» **The input**
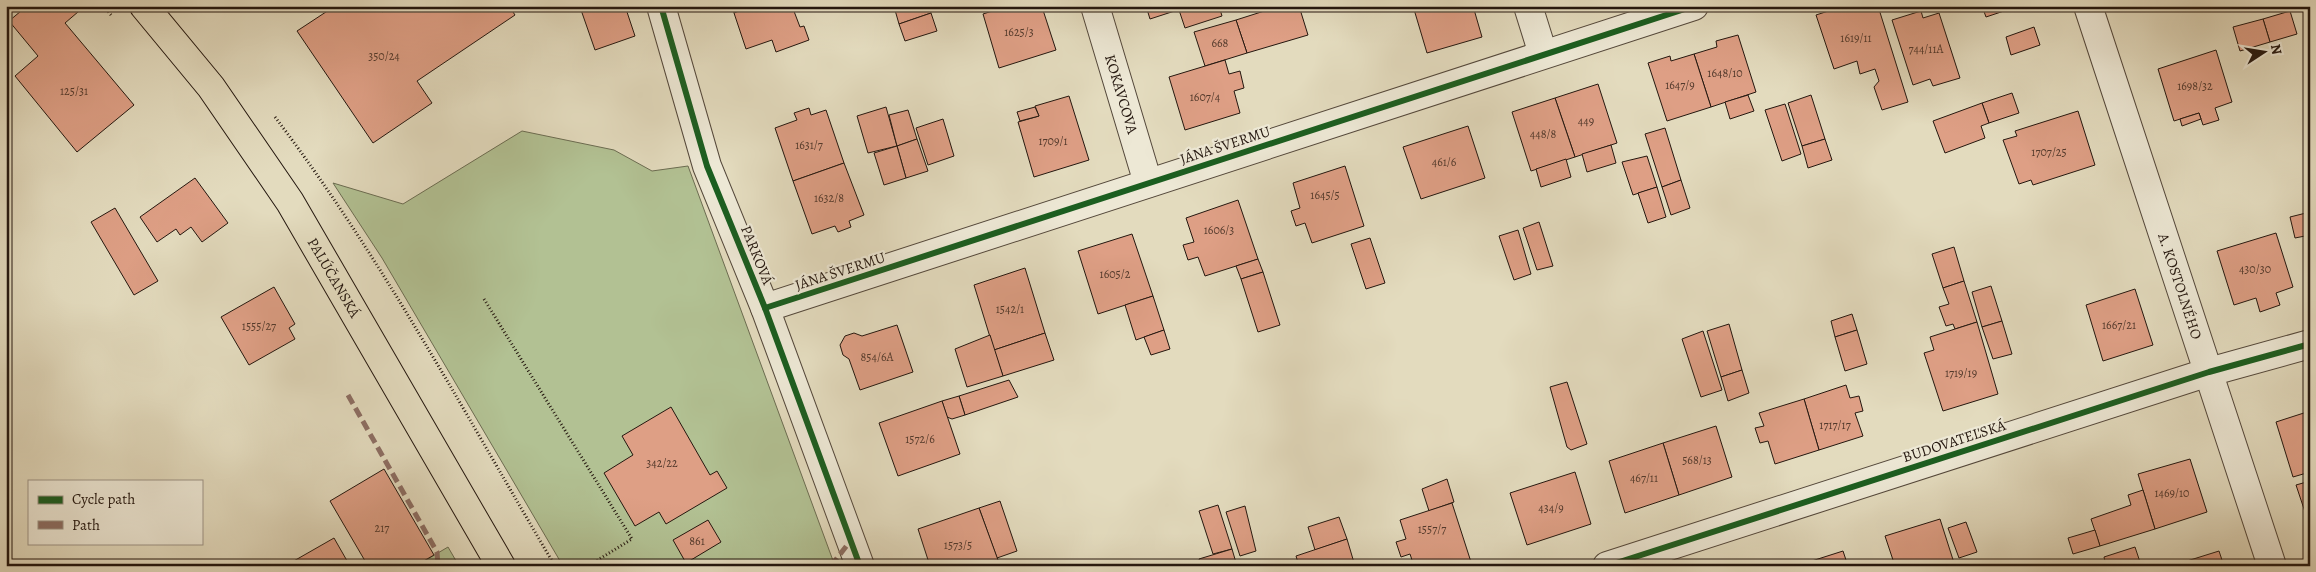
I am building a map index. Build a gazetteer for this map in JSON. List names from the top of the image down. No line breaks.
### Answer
{"streets":{"main road":["PALÚČANSKÁ"],"street":["KOKAVCOVA","JÁNA ŠVERMU","PARKOVÁ","A. KOSTOLNÉHO","BUDOVATEĽSKÁ"]},"crossings":[["KOKAVCOVA","JÁNA ŠVERMU"],["JÁNA ŠVERMU","PARKOVÁ"],["A. KOSTOLNÉHO","BUDOVATEĽSKÁ"]],"house_numbers":["1625/3","1619/11","668","744/11A","350/24","1648/10","1647/9","1698/32","125/31","1607/4","449","448/8","1709/1","1631/7","1707/25","461/6","1645/5","1632/8","1606/3","430/30","1605/2","1542/1","1667/21","1555/27","854/6A","1719/19","1717/17","1572/6","568/13","342/22","467/11","1469/10","434/9","217","1557/7","861","1573/5"],"legend":["Cycle path","Path"],"north":"right"}
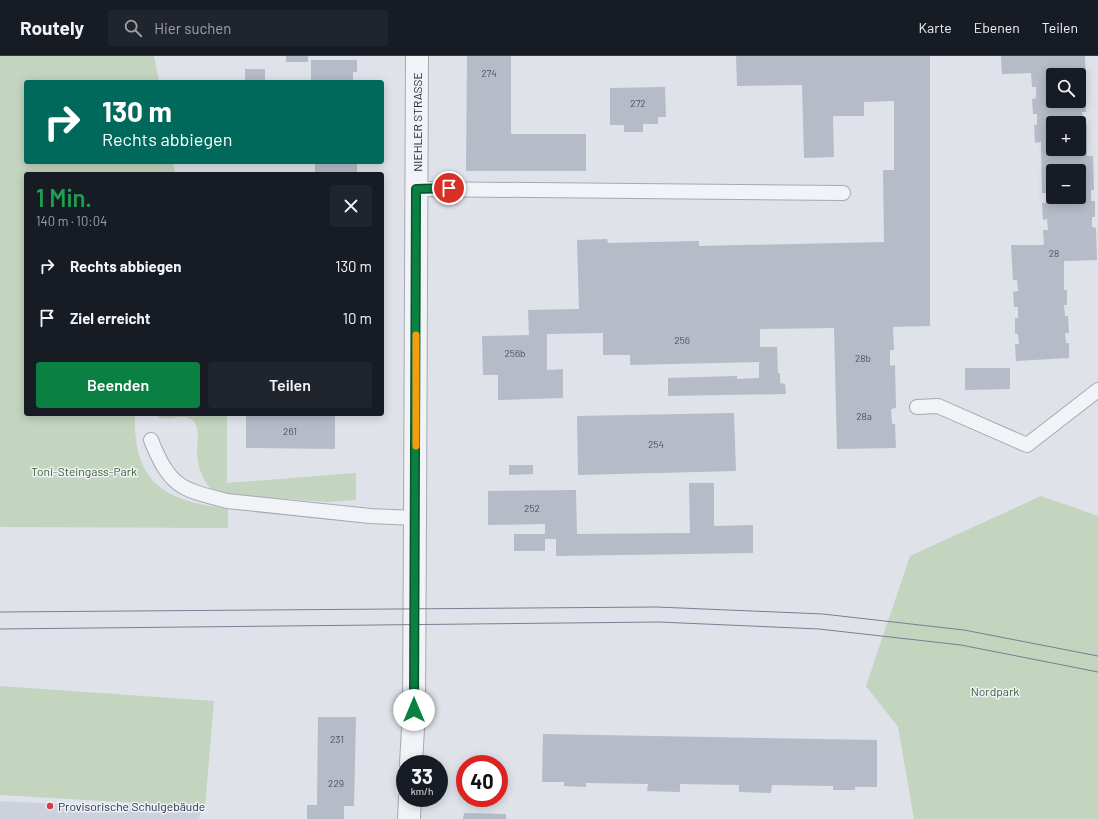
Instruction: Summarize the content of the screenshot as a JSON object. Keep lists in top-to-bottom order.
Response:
{
  "streets": {
    "street": ["NIEHLER STRASSE"]
  },
  "parks": ["Toni-Steingass-Park", "Nordpark"],
  "places": ["Provisorische Schulgebäude"],
  "house_numbers": [
    "274",
    "272",
    "28",
    "256",
    "256b",
    "28b",
    "28a",
    "261",
    "254",
    "252",
    "231",
    "229"
  ],
  "page": {
    "header": "Routely",
    "search": "Hier suchen",
    "nav": ["Karte", "Ebenen", "Teilen"],
    "map_buttons": ["+", "−"],
    "turn": ["130 m", "Rechts abbiegen"],
    "heading": ["1 Min.", "140 m · 10:04"],
    "list": [
      {
        "name": "Rechts abbiegen",
        "value": "130 m"
      },
      {
        "name": "Ziel erreicht",
        "value": "10 m"
      }
    ],
    "buttons": ["Beenden", "Teilen"],
    "speed": "33 km/h",
    "limit": "40"
  }
}
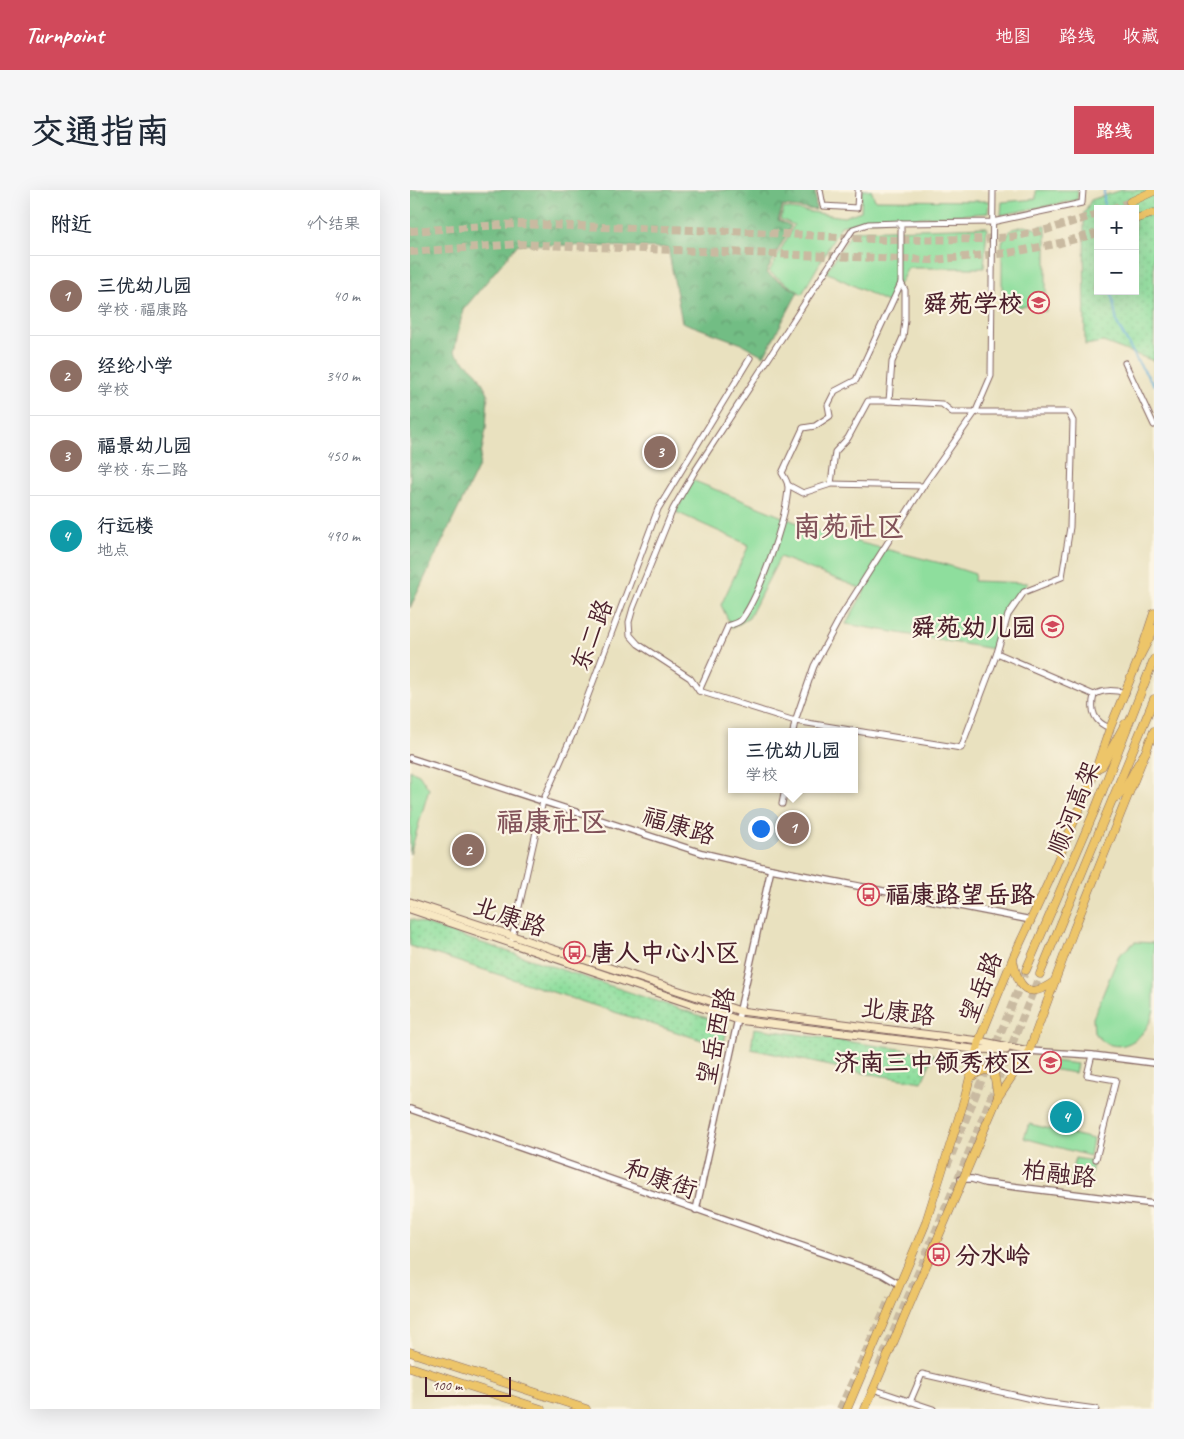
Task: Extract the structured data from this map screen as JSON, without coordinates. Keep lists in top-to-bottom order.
{
  "streets": {
    "main road": ["顺河高架", "北康路", "望岳路"],
    "street": [
      "东二路",
      "福康路",
      "望岳西路",
      "柏融路",
      "和康街"
    ]
  },
  "crossings": [
    ["东二路", "福康路"],
    ["东二路", "北康路"],
    ["福康路", "望岳路"],
    ["福康路", "望岳西路"],
    ["北康路", "望岳路"],
    ["北康路", "望岳西路"],
    ["望岳路", "和康街"],
    ["望岳西路", "和康街"]
  ],
  "districts": ["南苑社区", "福康社区"],
  "places": {
    "school or university": ["舜苑学校", "舜苑幼儿园", "济南三中领秀校区"],
    "bus stop": ["福康路望岳路", "唐人中心小区", "分水岭"]
  },
  "scale_bar": "100 m",
  "page": {
    "header": "Turnpoint",
    "nav": ["地图", "路线", "收藏"],
    "buttons": "路线",
    "title": "交通指南",
    "heading": ["附近", "4个结果"],
    "map_buttons": ["+", "−"],
    "list": [
      {
        "mark": "1",
        "name": "三优幼儿园",
        "note": "学校 · 福康路",
        "value": "40 m"
      },
      {
        "mark": "2",
        "name": "经纶小学",
        "note": "学校",
        "value": "340 m"
      },
      {
        "mark": "3",
        "name": "福景幼儿园",
        "note": "学校 · 东二路",
        "value": "450 m"
      },
      {
        "mark": "4",
        "name": "行远楼",
        "note": "地点",
        "value": "490 m"
      }
    ],
    "pins": [
      "3",
      "1",
      "2",
      "4"
    ],
    "popup": ["三优幼儿园", "学校"],
    "scale": "100 m"
  }
}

» **Task item**
Leave out the pictures, then copy all the remaining text in the records exactly.

» **Completed exercise**
I am building a map index. Build a gazetteer for this map in JSON. List names from the top of the image down. No line breaks.
### Answer
{"streets":{"main road":["PALÚČANSKÁ"],"street":["KOKAVCOVA","JÁNA ŠVERMU","PARKOVÁ","A. KOSTOLNÉHO","BUDOVATEĽSKÁ"]},"crossings":[["KOKAVCOVA","JÁNA ŠVERMU"],["JÁNA ŠVERMU","PARKOVÁ"],["A. KOSTOLNÉHO","BUDOVATEĽSKÁ"]],"house_numbers":["1625/3","1619/11","668","744/11A","350/24","1648/10","1647/9","1698/32","125/31","1607/4","449","448/8","1709/1","1631/7","1707/25","461/6","1645/5","1632/8","1606/3","430/30","1605/2","1542/1","1667/21","1555/27","854/6A","1719/19","1717/17","1572/6","568/13","342/22","467/11","1469/10","434/9","217","1557/7","861","1573/5"],"legend":["Cycle path","Path"],"north":"right"}
Instruction: Summarize the content of the screenshot as a JSON object. Keep lists in top-to-bottom order.
Response:
{
  "streets": {
    "street": ["NIEHLER STRASSE"]
  },
  "parks": ["Toni-Steingass-Park", "Nordpark"],
  "places": ["Provisorische Schulgebäude"],
  "house_numbers": [
    "274",
    "272",
    "28",
    "256",
    "256b",
    "28b",
    "28a",
    "261",
    "254",
    "252",
    "231",
    "229"
  ],
  "page": {
    "header": "Routely",
    "search": "Hier suchen",
    "nav": ["Karte", "Ebenen", "Teilen"],
    "map_buttons": ["+", "−"],
    "turn": ["130 m", "Rechts abbiegen"],
    "heading": ["1 Min.", "140 m · 10:04"],
    "list": [
      {
        "name": "Rechts abbiegen",
        "value": "130 m"
      },
      {
        "name": "Ziel erreicht",
        "value": "10 m"
      }
    ],
    "buttons": ["Beenden", "Teilen"],
    "speed": "33 km/h",
    "limit": "40"
  }
}
Task: Extract the structured data from this map screen as JSON, without coordinates. Keep lists in top-to-bottom order.
{
  "streets": {
    "main road": ["顺河高架", "北康路", "望岳路"],
    "street": [
      "东二路",
      "福康路",
      "望岳西路",
      "柏融路",
      "和康街"
    ]
  },
  "crossings": [
    ["东二路", "福康路"],
    ["东二路", "北康路"],
    ["福康路", "望岳路"],
    ["福康路", "望岳西路"],
    ["北康路", "望岳路"],
    ["北康路", "望岳西路"],
    ["望岳路", "和康街"],
    ["望岳西路", "和康街"]
  ],
  "districts": ["南苑社区", "福康社区"],
  "places": {
    "school or university": ["舜苑学校", "舜苑幼儿园", "济南三中领秀校区"],
    "bus stop": ["福康路望岳路", "唐人中心小区", "分水岭"]
  },
  "scale_bar": "100 m",
  "page": {
    "header": "Turnpoint",
    "nav": ["地图", "路线", "收藏"],
    "buttons": "路线",
    "title": "交通指南",
    "heading": ["附近", "4个结果"],
    "map_buttons": ["+", "−"],
    "list": [
      {
        "mark": "1",
        "name": "三优幼儿园",
        "note": "学校 · 福康路",
        "value": "40 m"
      },
      {
        "mark": "2",
        "name": "经纶小学",
        "note": "学校",
        "value": "340 m"
      },
      {
        "mark": "3",
        "name": "福景幼儿园",
        "note": "学校 · 东二路",
        "value": "450 m"
      },
      {
        "mark": "4",
        "name": "行远楼",
        "note": "地点",
        "value": "490 m"
      }
    ],
    "pins": [
      "3",
      "1",
      "2",
      "4"
    ],
    "popup": ["三优幼儿园", "学校"],
    "scale": "100 m"
  }
}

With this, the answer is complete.